The task ->
Each line of the data below that holds the word "shadow" is to be reported in full.

[[ Records supplied open ]]

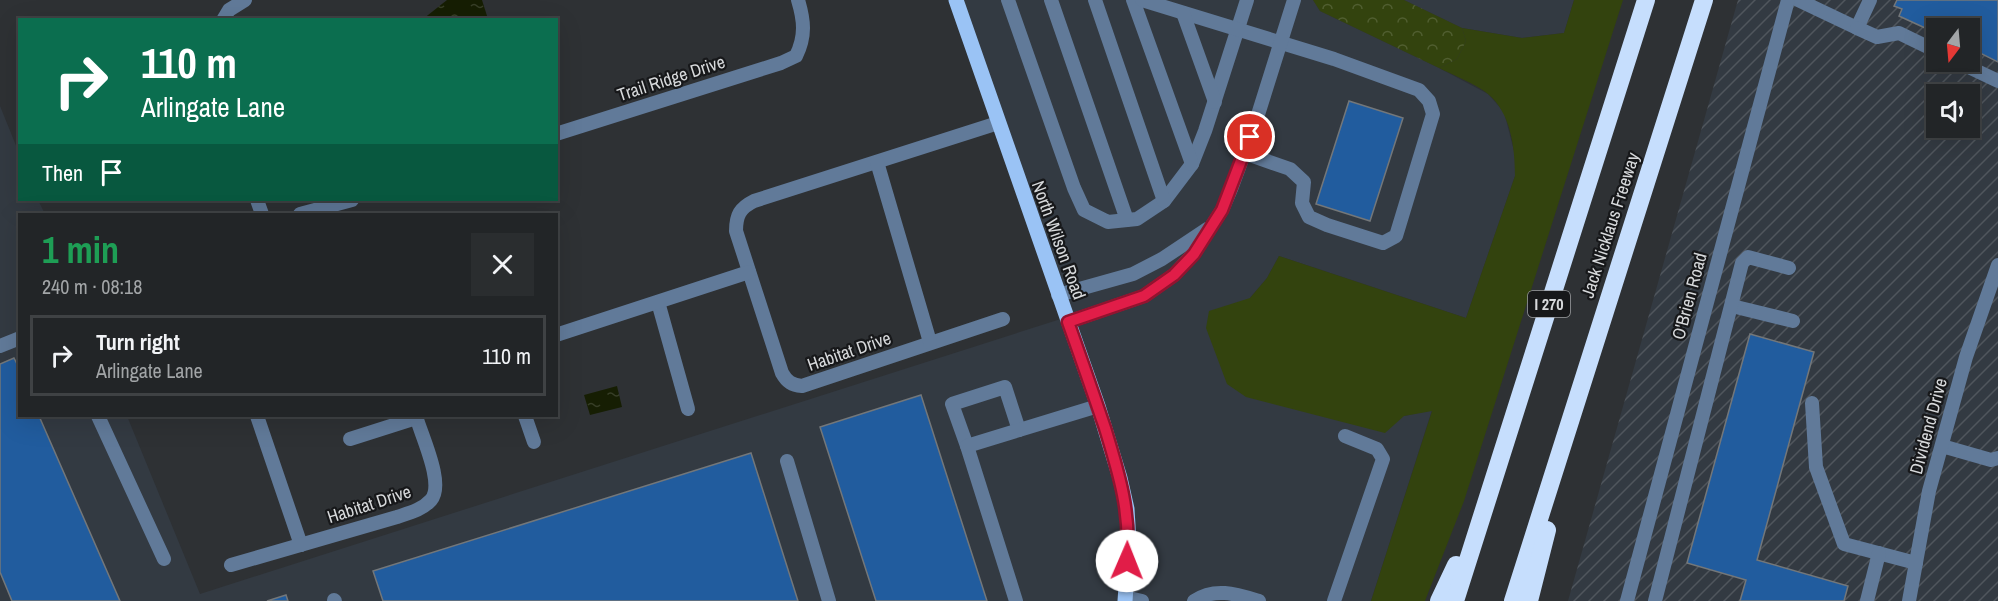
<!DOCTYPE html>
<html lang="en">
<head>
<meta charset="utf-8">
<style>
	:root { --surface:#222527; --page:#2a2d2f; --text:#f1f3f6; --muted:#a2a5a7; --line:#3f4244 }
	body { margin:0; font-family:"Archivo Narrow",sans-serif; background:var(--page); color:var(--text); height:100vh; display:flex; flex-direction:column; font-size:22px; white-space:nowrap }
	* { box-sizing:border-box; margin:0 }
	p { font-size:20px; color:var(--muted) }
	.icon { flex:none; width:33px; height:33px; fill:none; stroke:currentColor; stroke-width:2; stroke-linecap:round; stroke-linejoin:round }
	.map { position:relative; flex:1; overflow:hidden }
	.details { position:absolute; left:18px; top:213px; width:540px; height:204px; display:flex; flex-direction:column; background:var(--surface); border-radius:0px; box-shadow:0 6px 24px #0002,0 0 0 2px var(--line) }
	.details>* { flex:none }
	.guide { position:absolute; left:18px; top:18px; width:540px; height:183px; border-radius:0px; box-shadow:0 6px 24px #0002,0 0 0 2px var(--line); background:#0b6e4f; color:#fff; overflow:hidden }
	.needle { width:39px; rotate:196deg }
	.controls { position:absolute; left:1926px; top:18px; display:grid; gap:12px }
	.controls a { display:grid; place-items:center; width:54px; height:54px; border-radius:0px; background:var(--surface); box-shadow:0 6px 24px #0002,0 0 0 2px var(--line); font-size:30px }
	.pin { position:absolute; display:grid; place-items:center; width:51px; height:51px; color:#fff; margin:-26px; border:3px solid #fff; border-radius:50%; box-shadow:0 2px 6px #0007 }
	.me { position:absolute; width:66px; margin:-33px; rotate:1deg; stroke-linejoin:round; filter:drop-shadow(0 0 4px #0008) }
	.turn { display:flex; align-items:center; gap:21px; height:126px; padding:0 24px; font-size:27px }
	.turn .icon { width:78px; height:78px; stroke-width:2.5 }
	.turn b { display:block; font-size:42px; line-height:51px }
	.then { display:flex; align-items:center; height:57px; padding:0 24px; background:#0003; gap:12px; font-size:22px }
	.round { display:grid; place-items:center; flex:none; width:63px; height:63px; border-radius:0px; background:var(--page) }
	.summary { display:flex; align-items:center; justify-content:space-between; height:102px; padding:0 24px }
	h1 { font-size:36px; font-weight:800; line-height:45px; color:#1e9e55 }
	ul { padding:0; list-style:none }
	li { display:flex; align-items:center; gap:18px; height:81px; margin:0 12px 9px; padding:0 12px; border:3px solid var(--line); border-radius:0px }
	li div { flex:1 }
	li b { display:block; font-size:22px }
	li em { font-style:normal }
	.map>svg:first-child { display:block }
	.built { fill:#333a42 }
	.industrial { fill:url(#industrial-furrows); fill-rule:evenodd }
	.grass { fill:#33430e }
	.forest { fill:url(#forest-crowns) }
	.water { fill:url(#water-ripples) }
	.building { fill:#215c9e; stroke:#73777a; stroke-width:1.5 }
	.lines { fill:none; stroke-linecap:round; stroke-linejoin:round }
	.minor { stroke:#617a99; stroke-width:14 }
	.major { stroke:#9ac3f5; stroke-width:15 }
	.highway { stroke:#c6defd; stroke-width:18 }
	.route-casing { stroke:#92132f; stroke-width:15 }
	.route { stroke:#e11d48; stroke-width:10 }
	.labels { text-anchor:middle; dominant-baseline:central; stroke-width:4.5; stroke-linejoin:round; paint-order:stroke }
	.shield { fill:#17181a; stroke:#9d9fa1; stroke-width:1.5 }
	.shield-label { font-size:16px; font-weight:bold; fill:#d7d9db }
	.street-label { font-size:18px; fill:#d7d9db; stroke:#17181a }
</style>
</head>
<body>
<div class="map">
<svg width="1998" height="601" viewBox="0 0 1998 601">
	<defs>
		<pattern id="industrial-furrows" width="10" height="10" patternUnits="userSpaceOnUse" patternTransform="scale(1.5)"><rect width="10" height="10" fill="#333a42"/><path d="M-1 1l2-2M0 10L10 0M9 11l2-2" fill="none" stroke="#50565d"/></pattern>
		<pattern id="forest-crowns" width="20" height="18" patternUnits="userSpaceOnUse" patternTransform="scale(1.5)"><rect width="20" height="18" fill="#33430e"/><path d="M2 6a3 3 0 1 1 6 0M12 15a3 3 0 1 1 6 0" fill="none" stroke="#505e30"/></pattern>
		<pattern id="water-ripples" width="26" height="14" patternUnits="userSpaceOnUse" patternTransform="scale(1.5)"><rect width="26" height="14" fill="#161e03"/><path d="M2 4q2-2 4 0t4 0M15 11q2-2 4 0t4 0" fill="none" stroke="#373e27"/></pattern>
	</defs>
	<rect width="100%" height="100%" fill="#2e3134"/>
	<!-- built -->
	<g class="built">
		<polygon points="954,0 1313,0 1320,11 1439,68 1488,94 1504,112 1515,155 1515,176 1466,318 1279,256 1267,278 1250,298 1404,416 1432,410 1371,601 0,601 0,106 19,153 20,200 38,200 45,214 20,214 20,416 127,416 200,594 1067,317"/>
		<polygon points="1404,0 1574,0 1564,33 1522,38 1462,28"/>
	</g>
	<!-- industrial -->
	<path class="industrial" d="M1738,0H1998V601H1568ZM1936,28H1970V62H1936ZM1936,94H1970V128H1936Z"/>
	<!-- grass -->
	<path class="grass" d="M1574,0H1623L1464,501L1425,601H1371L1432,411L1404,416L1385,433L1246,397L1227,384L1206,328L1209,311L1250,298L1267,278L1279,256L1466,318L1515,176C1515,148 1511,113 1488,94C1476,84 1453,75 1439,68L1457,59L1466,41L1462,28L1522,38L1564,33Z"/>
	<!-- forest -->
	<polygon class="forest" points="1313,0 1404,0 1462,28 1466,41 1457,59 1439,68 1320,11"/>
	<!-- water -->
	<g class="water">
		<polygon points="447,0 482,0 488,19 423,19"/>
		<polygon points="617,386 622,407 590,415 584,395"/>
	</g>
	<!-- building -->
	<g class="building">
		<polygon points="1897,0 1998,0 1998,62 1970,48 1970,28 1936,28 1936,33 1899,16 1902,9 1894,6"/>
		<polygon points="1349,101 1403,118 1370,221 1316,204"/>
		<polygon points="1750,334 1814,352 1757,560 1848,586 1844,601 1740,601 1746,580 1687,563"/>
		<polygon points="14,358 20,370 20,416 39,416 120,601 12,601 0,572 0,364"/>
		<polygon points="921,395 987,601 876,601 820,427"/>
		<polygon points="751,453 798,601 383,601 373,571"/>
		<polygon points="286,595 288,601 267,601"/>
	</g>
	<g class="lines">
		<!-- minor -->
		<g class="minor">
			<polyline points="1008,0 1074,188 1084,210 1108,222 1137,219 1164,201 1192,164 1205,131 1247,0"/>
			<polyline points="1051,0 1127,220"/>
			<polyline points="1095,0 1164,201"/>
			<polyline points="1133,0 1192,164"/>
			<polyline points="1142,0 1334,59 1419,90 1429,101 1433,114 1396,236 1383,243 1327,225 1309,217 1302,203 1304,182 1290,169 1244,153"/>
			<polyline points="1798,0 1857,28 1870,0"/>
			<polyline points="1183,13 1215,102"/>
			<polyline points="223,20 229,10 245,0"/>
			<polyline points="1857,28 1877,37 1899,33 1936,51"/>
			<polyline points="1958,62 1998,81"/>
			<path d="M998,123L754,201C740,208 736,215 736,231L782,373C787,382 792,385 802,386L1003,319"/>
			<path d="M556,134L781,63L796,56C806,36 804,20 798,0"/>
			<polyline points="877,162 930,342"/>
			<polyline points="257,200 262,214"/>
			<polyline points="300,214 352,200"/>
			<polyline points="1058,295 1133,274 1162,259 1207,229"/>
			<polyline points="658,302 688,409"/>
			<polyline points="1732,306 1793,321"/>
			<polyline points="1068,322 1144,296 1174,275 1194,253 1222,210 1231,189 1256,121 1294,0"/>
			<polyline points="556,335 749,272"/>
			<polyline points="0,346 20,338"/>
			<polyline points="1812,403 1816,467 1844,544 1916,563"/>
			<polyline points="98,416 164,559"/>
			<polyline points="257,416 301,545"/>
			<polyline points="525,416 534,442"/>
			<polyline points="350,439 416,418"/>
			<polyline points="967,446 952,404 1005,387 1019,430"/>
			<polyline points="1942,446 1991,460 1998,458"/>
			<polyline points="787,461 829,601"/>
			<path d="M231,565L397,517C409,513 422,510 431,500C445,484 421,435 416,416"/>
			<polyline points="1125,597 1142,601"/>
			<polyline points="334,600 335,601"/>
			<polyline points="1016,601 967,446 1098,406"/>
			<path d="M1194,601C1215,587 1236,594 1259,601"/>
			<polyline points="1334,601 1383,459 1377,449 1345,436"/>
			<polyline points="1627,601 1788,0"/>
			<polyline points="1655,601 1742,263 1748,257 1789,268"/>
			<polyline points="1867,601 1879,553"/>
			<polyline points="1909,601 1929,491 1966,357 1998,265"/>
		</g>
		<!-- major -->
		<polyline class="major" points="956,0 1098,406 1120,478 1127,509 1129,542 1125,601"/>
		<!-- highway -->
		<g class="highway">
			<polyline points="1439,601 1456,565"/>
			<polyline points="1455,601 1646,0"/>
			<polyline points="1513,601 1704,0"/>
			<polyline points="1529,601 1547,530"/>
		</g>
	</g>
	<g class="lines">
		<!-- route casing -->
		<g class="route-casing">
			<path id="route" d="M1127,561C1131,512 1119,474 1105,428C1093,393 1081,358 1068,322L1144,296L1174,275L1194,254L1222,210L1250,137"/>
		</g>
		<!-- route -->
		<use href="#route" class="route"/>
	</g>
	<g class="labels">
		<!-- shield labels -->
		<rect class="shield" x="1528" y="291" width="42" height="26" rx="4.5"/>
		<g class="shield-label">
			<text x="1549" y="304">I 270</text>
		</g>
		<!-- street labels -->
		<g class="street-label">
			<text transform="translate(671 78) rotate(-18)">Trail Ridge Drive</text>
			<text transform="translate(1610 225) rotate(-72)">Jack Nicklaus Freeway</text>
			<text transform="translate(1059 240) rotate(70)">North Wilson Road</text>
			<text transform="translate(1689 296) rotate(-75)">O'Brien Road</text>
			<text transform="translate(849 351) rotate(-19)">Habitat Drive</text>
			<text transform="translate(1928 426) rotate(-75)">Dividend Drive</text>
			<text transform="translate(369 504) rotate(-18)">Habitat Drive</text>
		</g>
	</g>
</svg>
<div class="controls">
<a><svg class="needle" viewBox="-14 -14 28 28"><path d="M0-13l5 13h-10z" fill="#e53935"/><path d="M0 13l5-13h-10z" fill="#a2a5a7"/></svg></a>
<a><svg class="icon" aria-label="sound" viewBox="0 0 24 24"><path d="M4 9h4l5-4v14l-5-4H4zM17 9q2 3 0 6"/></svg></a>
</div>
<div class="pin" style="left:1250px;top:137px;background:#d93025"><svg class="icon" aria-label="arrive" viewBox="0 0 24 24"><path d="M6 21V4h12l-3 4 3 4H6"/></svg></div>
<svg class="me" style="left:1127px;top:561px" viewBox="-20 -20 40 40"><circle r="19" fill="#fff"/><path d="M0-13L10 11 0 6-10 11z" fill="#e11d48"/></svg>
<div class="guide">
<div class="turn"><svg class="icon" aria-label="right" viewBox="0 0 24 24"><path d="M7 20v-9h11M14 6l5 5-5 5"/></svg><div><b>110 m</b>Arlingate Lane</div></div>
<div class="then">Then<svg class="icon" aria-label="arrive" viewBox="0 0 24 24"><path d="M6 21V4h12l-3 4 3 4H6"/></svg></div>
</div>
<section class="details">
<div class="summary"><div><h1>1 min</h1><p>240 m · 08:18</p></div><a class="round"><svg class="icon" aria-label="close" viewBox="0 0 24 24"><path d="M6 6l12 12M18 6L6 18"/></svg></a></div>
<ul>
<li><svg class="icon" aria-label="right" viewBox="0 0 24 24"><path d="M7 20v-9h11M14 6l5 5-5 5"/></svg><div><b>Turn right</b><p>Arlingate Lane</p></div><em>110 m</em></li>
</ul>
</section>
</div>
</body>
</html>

[[ Records supplied closed ]]

Answer area ->
	.details { position:absolute; left:18px; top:213px; width:540px; height:204px; display:flex; flex-direction:column; background:var(--surface); border-radius:0px; box-shadow:0 6px 24px #0002,0 0 0 2px var(--line) }
	.guide { position:absolute; left:18px; top:18px; width:540px; height:183px; border-radius:0px; box-shadow:0 6px 24px #0002,0 0 0 2px var(--line); background:#0b6e4f; color:#fff; overflow:hidden }
	.controls a { display:grid; place-items:center; width:54px; height:54px; border-radius:0px; background:var(--surface); box-shadow:0 6px 24px #0002,0 0 0 2px var(--line); font-size:30px }
	.pin { position:absolute; display:grid; place-items:center; width:51px; height:51px; color:#fff; margin:-26px; border:3px solid #fff; border-radius:50%; box-shadow:0 2px 6px #0007 }
	.me { position:absolute; width:66px; margin:-33px; rotate:1deg; stroke-linejoin:round; filter:drop-shadow(0 0 4px #0008) }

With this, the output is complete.